In the swine study, four groups of five pigs were vaccinated with Epigraph, wild type, commercial or sham vaccines. 

Functional antibodies were measured against four swine flu clades, including the 2009 swine flu pandemic variant, two representative human H1N1 strains from the 2009 pandemic and a representative bird flu strain. Epigraph-vaccinated pigs reached threshold immunity levels for all 12 strains tested, while wild type-vaccinated pigs showed immunity against eight of 12 strains. The commercially vaccinated pigs had antibody responses three to five times lower than those observed in the Epigraph and wild type-vaccinated pigs, reaching threshold levels in only six of 12 strains tested. Importantly, the swine study also showed that the Epigraph vaccine induced significantly higher T-cell responses. 

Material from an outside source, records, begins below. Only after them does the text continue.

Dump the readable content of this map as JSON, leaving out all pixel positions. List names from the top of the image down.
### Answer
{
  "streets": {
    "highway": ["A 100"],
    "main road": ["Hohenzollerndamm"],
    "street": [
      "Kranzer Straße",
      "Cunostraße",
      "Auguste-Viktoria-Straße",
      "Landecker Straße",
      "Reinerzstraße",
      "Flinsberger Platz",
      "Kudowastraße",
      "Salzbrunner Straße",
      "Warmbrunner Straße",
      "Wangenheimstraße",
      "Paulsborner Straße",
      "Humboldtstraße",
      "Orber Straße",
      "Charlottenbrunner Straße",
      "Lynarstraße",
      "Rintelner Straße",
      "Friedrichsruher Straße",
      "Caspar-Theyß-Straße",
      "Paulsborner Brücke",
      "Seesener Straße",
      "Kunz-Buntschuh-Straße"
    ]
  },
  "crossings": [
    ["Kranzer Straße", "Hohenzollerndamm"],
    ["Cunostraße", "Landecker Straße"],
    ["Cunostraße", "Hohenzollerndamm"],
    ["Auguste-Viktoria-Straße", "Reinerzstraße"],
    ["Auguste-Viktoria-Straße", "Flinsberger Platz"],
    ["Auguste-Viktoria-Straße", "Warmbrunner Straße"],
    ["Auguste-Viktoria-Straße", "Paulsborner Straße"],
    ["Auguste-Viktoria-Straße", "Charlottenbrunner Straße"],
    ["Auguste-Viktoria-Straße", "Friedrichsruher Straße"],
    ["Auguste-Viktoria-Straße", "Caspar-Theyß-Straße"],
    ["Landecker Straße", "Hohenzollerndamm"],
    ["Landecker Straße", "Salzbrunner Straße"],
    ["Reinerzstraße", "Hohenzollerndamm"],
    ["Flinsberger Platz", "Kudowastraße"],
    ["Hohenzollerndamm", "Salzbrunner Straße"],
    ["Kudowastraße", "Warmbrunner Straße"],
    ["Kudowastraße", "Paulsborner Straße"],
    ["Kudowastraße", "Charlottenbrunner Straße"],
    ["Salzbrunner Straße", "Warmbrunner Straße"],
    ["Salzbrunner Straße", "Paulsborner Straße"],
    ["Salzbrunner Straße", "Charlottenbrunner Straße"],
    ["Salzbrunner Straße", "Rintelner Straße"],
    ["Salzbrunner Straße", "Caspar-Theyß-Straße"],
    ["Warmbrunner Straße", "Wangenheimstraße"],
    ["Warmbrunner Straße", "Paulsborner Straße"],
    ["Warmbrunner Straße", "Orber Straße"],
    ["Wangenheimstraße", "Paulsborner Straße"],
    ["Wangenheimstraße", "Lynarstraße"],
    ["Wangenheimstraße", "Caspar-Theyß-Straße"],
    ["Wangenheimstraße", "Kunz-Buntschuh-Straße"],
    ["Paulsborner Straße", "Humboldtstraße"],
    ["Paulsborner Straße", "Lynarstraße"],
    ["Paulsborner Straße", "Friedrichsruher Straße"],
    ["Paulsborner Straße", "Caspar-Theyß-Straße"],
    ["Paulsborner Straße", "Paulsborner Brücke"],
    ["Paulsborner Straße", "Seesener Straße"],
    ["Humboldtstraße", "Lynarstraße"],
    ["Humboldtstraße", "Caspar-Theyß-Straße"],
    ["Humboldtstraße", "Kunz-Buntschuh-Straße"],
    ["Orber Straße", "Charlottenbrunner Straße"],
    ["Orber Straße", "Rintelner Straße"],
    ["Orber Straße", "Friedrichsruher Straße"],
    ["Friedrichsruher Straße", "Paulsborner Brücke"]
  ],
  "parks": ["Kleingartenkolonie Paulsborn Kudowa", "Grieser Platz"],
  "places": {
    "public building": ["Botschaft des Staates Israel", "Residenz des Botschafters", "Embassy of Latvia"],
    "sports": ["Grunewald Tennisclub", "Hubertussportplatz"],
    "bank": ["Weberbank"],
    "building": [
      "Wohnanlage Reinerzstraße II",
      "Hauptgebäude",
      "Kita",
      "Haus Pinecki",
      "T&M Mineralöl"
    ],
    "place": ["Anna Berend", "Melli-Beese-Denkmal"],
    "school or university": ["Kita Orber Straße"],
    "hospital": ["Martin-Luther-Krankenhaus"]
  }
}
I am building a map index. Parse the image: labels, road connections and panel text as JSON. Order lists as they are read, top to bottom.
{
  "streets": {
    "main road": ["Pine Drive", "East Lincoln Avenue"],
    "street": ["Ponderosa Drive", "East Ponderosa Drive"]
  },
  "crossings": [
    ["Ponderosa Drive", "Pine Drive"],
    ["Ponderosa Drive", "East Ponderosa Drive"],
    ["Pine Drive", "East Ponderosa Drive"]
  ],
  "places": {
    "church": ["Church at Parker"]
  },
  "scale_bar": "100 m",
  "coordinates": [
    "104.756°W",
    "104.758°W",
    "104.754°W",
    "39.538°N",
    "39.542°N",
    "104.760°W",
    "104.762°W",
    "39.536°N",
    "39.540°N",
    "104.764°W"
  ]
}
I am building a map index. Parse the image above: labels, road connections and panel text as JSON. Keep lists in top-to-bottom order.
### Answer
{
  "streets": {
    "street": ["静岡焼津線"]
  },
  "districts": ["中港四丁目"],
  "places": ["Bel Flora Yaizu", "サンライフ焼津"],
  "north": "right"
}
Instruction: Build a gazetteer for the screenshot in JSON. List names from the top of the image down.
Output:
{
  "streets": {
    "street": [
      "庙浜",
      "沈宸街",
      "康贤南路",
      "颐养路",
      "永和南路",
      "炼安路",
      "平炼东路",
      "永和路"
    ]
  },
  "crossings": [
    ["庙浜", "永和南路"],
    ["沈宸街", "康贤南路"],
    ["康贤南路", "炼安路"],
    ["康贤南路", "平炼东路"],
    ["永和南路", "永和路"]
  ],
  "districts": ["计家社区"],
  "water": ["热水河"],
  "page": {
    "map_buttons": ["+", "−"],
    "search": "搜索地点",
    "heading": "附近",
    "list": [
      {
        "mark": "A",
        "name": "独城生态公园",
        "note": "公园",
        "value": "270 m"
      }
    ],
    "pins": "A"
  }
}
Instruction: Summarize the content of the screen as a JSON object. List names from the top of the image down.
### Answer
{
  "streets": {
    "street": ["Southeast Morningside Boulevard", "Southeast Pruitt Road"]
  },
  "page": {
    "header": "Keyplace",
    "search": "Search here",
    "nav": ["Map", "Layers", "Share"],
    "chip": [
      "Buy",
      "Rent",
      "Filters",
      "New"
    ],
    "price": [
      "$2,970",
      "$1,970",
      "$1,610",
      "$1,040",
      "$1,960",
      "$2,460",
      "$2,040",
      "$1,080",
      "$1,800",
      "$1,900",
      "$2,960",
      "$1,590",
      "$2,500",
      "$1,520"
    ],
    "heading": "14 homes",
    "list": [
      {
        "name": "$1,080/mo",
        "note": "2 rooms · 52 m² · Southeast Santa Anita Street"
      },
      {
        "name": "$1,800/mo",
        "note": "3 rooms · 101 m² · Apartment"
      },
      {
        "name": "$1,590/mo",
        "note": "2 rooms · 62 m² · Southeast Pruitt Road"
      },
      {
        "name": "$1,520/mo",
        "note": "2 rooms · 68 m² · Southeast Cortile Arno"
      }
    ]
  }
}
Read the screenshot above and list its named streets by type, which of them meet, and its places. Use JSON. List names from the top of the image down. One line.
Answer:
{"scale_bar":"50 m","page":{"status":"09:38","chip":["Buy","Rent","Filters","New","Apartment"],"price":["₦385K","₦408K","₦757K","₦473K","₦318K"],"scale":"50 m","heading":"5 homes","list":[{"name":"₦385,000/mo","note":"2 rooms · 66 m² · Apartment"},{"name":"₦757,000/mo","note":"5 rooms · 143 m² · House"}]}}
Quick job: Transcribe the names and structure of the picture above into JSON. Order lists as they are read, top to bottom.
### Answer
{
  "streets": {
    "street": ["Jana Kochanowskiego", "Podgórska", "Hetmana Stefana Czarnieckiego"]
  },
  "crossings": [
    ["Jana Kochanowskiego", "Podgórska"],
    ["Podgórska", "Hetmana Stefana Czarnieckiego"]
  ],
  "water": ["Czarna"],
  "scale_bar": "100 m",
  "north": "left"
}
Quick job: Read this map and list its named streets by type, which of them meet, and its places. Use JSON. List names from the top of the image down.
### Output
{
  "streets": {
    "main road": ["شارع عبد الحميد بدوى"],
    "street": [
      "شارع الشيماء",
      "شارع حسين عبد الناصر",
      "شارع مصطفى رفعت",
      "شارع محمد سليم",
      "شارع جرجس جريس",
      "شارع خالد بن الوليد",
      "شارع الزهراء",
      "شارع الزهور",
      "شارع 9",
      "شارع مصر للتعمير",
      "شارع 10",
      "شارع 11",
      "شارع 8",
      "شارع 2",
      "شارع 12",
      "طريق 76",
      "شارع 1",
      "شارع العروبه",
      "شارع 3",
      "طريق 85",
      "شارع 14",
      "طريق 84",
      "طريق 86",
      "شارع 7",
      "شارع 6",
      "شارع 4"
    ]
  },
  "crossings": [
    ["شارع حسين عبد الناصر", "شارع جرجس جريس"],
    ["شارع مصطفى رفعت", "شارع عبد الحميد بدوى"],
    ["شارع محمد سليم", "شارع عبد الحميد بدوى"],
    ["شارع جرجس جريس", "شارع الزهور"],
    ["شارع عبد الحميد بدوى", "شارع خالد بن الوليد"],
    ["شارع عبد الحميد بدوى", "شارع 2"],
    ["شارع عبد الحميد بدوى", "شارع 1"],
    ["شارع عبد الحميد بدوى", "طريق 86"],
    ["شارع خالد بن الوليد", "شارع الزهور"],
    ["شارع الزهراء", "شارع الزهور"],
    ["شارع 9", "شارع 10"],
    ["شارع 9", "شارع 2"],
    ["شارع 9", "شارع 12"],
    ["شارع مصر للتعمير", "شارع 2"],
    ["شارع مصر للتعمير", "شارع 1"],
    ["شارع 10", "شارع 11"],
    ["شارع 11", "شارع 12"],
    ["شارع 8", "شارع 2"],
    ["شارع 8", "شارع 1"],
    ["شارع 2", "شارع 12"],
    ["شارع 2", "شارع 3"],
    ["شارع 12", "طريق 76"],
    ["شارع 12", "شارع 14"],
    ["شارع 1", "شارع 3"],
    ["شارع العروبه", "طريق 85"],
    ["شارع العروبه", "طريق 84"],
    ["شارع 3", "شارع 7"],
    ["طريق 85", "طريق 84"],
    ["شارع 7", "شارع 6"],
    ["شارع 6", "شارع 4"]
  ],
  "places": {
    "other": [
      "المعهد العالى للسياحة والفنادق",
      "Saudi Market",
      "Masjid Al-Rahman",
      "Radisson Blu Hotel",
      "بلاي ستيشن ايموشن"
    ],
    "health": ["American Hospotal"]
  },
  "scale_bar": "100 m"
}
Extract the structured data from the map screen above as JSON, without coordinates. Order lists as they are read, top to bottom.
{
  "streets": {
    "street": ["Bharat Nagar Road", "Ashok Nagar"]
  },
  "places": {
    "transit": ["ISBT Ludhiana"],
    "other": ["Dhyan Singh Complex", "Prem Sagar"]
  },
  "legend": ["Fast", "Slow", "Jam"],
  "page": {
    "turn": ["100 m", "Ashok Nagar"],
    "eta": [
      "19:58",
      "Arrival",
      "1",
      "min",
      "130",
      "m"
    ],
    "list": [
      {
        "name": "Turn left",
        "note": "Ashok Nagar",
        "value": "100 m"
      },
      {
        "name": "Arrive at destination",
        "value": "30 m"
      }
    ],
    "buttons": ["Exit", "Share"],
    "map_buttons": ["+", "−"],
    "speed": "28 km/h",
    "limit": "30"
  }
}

Next steps include testing a vaccine to protect against both H1 and H3 strains of influenza. Weaver hopes eventually to form a partnership with a biotechnology company to pursue a human vaccine. Although the results so far have been gratifying, Weaver said he is eager to see if other scientists confirm his results. 

“We do the most stringent controls that we can possibly do, because we want to be absolutely certain — and I have no doubt that this vaccine is better than the current vaccines,” he said.